== Segment start ==

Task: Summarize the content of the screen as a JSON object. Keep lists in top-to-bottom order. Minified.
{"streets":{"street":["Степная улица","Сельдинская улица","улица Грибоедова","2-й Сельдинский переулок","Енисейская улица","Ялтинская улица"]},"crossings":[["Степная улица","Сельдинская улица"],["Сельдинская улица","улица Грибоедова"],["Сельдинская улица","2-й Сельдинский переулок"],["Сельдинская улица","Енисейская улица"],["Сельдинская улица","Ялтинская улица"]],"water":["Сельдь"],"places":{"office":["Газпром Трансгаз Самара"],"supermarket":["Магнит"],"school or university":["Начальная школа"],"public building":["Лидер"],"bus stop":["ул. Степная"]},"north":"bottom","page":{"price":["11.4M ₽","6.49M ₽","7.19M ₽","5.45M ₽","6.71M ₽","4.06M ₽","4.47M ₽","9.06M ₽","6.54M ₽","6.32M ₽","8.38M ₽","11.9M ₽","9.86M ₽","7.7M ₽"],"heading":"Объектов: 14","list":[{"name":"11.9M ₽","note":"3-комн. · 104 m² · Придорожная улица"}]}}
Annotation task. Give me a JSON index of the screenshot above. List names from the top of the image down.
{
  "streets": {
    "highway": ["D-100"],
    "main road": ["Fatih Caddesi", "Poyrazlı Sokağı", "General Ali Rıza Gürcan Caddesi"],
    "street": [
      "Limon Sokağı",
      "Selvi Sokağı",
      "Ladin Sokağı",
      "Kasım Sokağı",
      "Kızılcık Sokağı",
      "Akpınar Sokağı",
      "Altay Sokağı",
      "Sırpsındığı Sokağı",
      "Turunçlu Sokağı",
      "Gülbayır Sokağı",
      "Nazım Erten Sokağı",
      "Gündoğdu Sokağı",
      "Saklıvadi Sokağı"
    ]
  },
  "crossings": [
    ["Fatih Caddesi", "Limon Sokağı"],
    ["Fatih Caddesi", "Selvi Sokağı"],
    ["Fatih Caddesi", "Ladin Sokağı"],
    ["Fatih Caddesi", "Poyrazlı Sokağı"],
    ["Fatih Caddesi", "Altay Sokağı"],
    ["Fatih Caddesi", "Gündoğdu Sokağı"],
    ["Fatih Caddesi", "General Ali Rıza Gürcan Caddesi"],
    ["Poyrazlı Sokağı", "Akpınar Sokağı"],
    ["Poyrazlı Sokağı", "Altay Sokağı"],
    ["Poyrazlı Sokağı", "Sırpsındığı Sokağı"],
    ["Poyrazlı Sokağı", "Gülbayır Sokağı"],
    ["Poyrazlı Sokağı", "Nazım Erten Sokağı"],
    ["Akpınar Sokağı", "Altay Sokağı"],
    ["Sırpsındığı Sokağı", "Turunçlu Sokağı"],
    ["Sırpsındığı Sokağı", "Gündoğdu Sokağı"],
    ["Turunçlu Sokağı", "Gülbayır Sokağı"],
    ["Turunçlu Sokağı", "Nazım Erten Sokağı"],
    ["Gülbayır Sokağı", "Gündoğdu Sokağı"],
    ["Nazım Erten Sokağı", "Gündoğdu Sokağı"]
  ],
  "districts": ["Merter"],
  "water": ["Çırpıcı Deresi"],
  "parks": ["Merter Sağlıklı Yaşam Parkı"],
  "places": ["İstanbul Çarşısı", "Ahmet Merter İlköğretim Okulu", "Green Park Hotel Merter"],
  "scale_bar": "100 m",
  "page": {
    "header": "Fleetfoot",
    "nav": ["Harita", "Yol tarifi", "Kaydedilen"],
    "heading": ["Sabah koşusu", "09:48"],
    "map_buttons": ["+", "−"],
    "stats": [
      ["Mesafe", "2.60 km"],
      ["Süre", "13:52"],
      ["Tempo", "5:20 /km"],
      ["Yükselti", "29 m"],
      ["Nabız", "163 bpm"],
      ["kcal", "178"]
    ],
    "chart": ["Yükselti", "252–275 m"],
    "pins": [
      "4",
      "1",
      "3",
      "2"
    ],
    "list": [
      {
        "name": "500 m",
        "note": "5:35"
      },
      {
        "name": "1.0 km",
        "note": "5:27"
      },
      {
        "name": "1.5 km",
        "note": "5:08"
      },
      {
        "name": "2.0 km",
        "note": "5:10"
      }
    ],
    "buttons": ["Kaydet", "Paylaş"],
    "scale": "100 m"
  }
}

== Segment end ==

▸ **Directions**:
Please copy out every line shown above, exactly.

▸ **Written response**:
Task: Summarize the content of the screen as a JSON object. Keep lists in top-to-bottom order. Minified.
{"streets":{"street":["Степная улица","Сельдинская улица","улица Грибоедова","2-й Сельдинский переулок","Енисейская улица","Ялтинская улица"]},"crossings":[["Степная улица","Сельдинская улица"],["Сельдинская улица","улица Грибоедова"],["Сельдинская улица","2-й Сельдинский переулок"],["Сельдинская улица","Енисейская улица"],["Сельдинская улица","Ялтинская улица"]],"water":["Сельдь"],"places":{"office":["Газпром Трансгаз Самара"],"supermarket":["Магнит"],"school or university":["Начальная школа"],"public building":["Лидер"],"bus stop":["ул. Степная"]},"north":"bottom","page":{"price":["11.4M ₽","6.49M ₽","7.19M ₽","5.45M ₽","6.71M ₽","4.06M ₽","4.47M ₽","9.06M ₽","6.54M ₽","6.32M ₽","8.38M ₽","11.9M ₽","9.86M ₽","7.7M ₽"],"heading":"Объектов: 14","list":[{"name":"11.9M ₽","note":"3-комн. · 104 m² · Придорожная улица"}]}}
Annotation task. Give me a JSON index of the screenshot above. List names from the top of the image down.
{
  "streets": {
    "highway": ["D-100"],
    "main road": ["Fatih Caddesi", "Poyrazlı Sokağı", "General Ali Rıza Gürcan Caddesi"],
    "street": [
      "Limon Sokağı",
      "Selvi Sokağı",
      "Ladin Sokağı",
      "Kasım Sokağı",
      "Kızılcık Sokağı",
      "Akpınar Sokağı",
      "Altay Sokağı",
      "Sırpsındığı Sokağı",
      "Turunçlu Sokağı",
      "Gülbayır Sokağı",
      "Nazım Erten Sokağı",
      "Gündoğdu Sokağı",
      "Saklıvadi Sokağı"
    ]
  },
  "crossings": [
    ["Fatih Caddesi", "Limon Sokağı"],
    ["Fatih Caddesi", "Selvi Sokağı"],
    ["Fatih Caddesi", "Ladin Sokağı"],
    ["Fatih Caddesi", "Poyrazlı Sokağı"],
    ["Fatih Caddesi", "Altay Sokağı"],
    ["Fatih Caddesi", "Gündoğdu Sokağı"],
    ["Fatih Caddesi", "General Ali Rıza Gürcan Caddesi"],
    ["Poyrazlı Sokağı", "Akpınar Sokağı"],
    ["Poyrazlı Sokağı", "Altay Sokağı"],
    ["Poyrazlı Sokağı", "Sırpsındığı Sokağı"],
    ["Poyrazlı Sokağı", "Gülbayır Sokağı"],
    ["Poyrazlı Sokağı", "Nazım Erten Sokağı"],
    ["Akpınar Sokağı", "Altay Sokağı"],
    ["Sırpsındığı Sokağı", "Turunçlu Sokağı"],
    ["Sırpsındığı Sokağı", "Gündoğdu Sokağı"],
    ["Turunçlu Sokağı", "Gülbayır Sokağı"],
    ["Turunçlu Sokağı", "Nazım Erten Sokağı"],
    ["Gülbayır Sokağı", "Gündoğdu Sokağı"],
    ["Nazım Erten Sokağı", "Gündoğdu Sokağı"]
  ],
  "districts": ["Merter"],
  "water": ["Çırpıcı Deresi"],
  "parks": ["Merter Sağlıklı Yaşam Parkı"],
  "places": ["İstanbul Çarşısı", "Ahmet Merter İlköğretim Okulu", "Green Park Hotel Merter"],
  "scale_bar": "100 m",
  "page": {
    "header": "Fleetfoot",
    "nav": ["Harita", "Yol tarifi", "Kaydedilen"],
    "heading": ["Sabah koşusu", "09:48"],
    "map_buttons": ["+", "−"],
    "stats": [
      ["Mesafe", "2.60 km"],
      ["Süre", "13:52"],
      ["Tempo", "5:20 /km"],
      ["Yükselti", "29 m"],
      ["Nabız", "163 bpm"],
      ["kcal", "178"]
    ],
    "chart": ["Yükselti", "252–275 m"],
    "pins": [
      "4",
      "1",
      "3",
      "2"
    ],
    "list": [
      {
        "name": "500 m",
        "note": "5:35"
      },
      {
        "name": "1.0 km",
        "note": "5:27"
      },
      {
        "name": "1.5 km",
        "note": "5:08"
      },
      {
        "name": "2.0 km",
        "note": "5:10"
      }
    ],
    "buttons": ["Kaydet", "Paylaş"],
    "scale": "100 m"
  }
}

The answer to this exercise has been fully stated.